80 % des mises bas se déroulent entre mi- et fin février, le reste en mars. La centaine de nouveau-nés de sexe mâle sont maintenus sur l’exploitation. Dix d’entre eux sont gardés pour le renouvellement et la vente de reproducteurs. Les autres sont engraissés au lait maternel, préféré au lait en poudre, afin d’améliorer la qualité de la viande. Les chevreaux restent sur l’exploitation entre 35 et 60 jours, pour atteindre 15 à 18 kg en poids vif. Ils sont alors abattus à l’abattoir d’Aubenas, à une demi-heure de route, puis découpés et conditionnés sous vide à quelques kilomètres de là. La viande est livrée directement dans des magasins de producteurs et auprès de quelques bouchers et restaurateurs du secteur. « Afin d’offrir une gamme assez large à notre clientèle, les chevreaux sont vendus entiers, en demi ou en morceaux : gigot, épaule, en blanquette à l’os et en foie et abats », explique le jeune éleveur de trente-trois ans.

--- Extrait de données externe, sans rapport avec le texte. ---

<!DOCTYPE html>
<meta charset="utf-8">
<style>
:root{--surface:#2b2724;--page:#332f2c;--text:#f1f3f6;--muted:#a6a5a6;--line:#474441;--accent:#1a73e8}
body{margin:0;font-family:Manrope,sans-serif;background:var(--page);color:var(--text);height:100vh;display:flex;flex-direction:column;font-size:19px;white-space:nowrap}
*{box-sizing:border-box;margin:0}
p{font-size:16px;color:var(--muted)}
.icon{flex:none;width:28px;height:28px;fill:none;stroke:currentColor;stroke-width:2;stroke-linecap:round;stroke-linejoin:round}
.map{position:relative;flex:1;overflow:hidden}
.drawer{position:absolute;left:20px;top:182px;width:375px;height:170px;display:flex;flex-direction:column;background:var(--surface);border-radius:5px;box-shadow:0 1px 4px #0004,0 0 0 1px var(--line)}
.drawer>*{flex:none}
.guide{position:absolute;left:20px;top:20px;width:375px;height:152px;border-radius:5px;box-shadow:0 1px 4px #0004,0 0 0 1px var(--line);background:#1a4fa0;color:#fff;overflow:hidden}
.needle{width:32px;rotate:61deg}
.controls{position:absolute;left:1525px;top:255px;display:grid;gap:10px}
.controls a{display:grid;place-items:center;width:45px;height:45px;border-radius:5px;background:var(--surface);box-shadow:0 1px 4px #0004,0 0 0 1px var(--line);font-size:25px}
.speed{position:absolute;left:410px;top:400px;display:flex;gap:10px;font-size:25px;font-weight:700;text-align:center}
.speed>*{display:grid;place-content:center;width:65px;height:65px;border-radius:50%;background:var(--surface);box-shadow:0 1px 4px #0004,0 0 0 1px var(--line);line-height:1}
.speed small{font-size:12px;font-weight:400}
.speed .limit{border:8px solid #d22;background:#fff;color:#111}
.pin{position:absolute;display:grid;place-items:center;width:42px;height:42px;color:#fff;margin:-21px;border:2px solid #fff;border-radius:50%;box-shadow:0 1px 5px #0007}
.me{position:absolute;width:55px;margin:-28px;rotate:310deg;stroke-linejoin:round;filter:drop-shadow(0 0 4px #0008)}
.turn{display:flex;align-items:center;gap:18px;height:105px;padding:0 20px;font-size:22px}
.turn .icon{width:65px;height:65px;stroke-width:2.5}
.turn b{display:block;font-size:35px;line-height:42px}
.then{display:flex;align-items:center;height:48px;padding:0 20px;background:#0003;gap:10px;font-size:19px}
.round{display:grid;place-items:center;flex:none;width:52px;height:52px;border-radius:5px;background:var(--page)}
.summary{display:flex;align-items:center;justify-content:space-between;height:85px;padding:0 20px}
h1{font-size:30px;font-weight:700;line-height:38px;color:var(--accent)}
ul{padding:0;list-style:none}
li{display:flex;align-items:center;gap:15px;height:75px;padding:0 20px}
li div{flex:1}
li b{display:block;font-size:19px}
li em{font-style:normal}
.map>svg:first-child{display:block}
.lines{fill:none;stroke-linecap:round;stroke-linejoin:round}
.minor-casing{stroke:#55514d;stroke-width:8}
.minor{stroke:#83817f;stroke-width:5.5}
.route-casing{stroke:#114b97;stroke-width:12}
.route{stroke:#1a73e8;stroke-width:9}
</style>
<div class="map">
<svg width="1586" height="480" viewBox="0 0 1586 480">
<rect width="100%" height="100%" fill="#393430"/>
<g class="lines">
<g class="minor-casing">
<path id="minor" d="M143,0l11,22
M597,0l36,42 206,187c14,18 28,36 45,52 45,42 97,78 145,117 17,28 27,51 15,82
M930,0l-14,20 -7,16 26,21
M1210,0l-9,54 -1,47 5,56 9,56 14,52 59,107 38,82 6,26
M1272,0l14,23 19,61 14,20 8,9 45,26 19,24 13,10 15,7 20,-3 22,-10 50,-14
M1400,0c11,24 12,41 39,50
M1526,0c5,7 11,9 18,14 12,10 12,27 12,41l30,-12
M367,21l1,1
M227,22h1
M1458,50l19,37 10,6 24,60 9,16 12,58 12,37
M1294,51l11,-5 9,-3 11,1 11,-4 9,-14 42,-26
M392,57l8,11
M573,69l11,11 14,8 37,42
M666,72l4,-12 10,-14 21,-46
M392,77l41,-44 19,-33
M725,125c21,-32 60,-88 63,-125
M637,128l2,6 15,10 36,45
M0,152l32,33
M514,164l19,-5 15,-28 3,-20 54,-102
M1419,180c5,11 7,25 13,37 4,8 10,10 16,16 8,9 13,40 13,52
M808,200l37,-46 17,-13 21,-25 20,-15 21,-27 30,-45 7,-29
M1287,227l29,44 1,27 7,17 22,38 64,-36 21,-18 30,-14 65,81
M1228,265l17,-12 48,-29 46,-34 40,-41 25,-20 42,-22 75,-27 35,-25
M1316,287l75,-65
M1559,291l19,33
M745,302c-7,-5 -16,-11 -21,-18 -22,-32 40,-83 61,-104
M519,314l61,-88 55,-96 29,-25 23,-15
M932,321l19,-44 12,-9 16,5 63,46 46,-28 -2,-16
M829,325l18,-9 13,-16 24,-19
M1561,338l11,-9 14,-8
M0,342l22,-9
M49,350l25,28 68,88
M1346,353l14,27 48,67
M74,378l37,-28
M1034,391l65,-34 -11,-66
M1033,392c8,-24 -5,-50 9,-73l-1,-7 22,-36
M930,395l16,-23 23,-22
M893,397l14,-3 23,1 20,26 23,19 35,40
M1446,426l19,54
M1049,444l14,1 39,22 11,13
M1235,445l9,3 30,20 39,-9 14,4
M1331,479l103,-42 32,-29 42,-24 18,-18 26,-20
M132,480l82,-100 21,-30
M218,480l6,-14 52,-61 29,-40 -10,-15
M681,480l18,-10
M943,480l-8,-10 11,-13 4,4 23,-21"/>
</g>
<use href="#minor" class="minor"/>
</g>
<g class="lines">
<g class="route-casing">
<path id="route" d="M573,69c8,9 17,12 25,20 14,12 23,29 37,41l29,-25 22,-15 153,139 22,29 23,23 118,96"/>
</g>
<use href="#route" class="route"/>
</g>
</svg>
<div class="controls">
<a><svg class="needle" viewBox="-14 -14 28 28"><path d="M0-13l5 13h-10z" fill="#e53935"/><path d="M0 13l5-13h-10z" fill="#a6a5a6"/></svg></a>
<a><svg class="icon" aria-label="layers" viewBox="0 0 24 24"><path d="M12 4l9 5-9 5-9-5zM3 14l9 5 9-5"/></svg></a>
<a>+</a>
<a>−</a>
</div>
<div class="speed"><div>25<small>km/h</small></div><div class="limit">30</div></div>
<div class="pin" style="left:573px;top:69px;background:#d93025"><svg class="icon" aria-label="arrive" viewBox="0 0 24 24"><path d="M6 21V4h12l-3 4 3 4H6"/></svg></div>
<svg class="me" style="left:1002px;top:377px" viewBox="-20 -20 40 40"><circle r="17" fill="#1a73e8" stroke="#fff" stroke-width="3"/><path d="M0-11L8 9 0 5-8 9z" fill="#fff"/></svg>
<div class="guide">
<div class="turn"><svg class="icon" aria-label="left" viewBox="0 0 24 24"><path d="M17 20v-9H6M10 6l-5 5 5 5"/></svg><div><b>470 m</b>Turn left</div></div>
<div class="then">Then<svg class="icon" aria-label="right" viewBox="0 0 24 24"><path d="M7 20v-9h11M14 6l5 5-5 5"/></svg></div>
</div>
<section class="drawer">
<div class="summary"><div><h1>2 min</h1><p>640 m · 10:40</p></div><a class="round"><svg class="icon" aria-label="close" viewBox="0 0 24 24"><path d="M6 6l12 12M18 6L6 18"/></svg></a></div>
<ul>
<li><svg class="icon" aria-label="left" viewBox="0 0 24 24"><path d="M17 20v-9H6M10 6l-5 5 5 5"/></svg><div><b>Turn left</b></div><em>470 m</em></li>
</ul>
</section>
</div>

Une marge intéressante dégagée sur la viande

Selon les morceaux, les prix varient de 13 à 16,50 euros le kilo. « Très vite, nous nous sommes rendu compte que cet atelier est rentable, même s’il l’est moins que la vente de fromages », indique Sylvain. D’après les estimations des deux frères, le lait utilisé pour l’engraissement des chevreaux serait valorisé 1 euro le litre, contre 1,60 €/l en fromagerie et 0,60 €/l en laiterie. « Avec les premiers chevreaux, ceux qui boivent le colostrum, nous pouvons dégager une marge plus importante », précise l’éleveur. Il avoue également qu’ils arrivent aisément à vendre tout ce qu’ils produisent : « Nous sommes dans une région où manger des chevreaux pour Pâques est une tradition bien ancrée. Pourtant, peu de producteurs proposent des chevreaux nourris au lait maternel, prêts à cuisiner. Nous avons la chance d’avoir une clientèle bien établie avec nos fromages. Cela facilite la communication sur la viande de chevreau, qui est goûteuse et fondante. »

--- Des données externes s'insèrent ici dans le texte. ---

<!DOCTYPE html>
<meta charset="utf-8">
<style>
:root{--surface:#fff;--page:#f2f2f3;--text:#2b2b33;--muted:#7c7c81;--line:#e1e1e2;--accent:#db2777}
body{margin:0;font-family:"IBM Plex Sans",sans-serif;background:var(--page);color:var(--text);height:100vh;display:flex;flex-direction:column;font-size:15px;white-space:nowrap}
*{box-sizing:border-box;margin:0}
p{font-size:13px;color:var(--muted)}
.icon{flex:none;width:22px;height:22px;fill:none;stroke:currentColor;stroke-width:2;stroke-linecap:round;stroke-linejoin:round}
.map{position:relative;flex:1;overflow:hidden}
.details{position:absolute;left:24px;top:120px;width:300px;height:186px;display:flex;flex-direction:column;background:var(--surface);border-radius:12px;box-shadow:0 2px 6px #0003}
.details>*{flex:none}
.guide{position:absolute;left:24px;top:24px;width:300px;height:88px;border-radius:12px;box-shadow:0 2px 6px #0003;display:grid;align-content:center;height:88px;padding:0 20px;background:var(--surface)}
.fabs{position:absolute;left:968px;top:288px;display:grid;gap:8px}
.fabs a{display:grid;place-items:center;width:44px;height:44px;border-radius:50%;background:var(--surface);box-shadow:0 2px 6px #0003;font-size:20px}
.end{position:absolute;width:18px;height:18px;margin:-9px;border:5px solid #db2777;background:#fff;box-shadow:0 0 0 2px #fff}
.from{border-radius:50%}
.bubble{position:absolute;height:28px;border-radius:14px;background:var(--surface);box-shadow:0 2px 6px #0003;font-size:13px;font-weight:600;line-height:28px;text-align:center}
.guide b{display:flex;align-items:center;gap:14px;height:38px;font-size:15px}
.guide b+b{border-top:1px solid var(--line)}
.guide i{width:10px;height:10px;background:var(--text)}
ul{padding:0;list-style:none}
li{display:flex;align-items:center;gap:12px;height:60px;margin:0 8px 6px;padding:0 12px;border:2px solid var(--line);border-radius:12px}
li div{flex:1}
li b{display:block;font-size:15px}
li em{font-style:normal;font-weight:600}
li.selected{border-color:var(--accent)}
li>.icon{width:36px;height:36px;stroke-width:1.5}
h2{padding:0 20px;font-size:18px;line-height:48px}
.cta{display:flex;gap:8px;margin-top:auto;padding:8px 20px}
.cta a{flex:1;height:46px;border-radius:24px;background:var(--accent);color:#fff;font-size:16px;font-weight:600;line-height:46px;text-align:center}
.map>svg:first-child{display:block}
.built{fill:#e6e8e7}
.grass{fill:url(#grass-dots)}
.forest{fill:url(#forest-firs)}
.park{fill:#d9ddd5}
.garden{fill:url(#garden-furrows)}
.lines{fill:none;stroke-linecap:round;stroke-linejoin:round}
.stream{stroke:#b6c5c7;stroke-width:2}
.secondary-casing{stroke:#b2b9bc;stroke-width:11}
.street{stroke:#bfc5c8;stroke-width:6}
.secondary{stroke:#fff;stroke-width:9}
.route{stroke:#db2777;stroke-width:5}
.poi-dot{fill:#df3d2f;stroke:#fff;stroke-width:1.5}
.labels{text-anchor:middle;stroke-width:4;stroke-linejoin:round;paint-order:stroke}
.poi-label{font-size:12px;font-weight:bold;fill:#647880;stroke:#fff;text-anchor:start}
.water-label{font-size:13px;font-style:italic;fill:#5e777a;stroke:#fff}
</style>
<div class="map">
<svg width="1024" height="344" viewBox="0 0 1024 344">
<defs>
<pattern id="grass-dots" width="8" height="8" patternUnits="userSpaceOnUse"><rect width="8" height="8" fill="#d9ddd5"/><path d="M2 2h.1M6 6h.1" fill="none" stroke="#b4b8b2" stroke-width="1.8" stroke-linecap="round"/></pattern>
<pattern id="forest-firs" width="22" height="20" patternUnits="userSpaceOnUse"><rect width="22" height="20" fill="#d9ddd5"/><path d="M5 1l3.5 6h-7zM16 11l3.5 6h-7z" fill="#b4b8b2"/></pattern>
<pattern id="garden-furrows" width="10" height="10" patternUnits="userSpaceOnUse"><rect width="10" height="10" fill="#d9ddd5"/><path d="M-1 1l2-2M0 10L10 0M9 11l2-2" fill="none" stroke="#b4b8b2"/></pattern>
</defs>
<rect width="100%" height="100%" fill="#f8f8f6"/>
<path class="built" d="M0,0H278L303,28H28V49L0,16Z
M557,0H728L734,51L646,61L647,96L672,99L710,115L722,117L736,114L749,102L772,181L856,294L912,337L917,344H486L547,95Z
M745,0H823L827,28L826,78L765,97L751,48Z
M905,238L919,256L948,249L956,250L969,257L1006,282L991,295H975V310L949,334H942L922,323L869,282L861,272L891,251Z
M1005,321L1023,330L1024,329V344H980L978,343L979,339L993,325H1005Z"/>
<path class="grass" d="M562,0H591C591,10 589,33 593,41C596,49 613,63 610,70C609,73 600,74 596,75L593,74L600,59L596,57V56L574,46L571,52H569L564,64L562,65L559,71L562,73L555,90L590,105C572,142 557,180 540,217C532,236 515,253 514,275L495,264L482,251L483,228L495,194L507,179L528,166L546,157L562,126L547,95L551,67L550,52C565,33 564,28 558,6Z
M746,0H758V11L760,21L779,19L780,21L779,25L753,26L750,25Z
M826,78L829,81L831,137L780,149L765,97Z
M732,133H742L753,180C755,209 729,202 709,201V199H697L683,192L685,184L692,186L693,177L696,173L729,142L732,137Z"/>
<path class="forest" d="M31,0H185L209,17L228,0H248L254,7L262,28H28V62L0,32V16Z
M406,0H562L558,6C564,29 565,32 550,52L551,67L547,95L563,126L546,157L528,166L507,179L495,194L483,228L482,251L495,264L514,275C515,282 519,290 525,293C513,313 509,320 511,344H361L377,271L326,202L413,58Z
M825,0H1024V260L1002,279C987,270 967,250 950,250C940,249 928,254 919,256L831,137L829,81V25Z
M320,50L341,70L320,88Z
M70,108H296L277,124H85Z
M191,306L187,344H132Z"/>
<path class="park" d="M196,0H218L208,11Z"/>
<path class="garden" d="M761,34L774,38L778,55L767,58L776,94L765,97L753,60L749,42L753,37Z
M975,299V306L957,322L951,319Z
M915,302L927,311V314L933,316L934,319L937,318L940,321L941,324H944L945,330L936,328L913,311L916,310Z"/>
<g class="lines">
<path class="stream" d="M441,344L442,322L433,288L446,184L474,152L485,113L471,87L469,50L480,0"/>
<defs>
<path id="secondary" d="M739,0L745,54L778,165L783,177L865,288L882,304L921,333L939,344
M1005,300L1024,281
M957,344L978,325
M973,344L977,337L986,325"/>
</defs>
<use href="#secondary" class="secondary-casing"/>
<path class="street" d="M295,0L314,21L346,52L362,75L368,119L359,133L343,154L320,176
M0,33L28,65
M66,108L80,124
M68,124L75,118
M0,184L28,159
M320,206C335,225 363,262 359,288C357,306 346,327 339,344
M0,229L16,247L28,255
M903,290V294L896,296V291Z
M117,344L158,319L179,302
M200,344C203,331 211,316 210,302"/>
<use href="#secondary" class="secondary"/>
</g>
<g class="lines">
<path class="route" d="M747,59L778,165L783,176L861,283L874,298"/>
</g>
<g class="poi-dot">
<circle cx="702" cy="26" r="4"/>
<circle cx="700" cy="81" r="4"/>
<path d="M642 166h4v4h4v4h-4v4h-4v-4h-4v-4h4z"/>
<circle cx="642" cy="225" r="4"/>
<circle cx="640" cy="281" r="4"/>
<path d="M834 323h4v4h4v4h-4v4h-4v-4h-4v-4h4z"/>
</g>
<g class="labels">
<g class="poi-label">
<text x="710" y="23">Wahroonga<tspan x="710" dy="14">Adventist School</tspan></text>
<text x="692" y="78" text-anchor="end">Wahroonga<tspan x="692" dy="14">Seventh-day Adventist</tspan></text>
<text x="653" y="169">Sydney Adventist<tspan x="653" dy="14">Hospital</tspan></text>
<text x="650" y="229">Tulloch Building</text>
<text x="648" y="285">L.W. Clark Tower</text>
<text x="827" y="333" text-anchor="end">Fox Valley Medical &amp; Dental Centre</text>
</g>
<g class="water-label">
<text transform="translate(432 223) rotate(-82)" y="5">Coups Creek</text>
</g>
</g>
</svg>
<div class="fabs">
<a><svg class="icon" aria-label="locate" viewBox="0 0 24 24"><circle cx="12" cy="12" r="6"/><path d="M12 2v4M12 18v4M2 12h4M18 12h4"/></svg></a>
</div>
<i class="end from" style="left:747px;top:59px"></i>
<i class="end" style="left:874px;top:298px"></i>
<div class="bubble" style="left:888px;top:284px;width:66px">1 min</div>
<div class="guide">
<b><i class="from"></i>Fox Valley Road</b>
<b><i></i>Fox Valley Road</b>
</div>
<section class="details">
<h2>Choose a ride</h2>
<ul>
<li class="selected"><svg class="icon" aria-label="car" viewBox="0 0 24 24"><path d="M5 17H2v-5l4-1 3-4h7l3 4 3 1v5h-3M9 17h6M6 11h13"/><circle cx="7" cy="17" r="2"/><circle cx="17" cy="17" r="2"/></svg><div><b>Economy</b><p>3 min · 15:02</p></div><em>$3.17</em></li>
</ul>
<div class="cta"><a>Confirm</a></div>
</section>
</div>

Avec cet atelier, les deux frères ont atteint leur objectif : contrôler leur production de lait en la valorisant au maximum. Toujours dans cette optique, certaines années, d’avril à début juin, ils ne traient les chèvres qu’une fois par jour. « Nous baissons la production de lait de 25 %, tout en nous dégageant du temps pour d’autres travaux sur l’exploitation », déclare le chevrier. Ainsi, entre les chevreaux et la monotraite, la production de lait est régulée les premiers mois après la mise bas, pour atteindre un pic de lactation en fromagerie au mois de juin. Dans la conduite du troupeau, Sylvain et Laurent gardent toujours en ligne de mire leur but premier : produire 700 fromages par jour en période estivale. Le paysage âpre et exceptionnel dans lequel se situe l’exploitation et ses alentours attirent chaque été de nombreux visiteurs. « Entre les touristes et notre clientèle locale, la demande en picodons est très forte en cette période, nous nous efforçons d’être présents sur ce marché porteur », ajoute-t-il.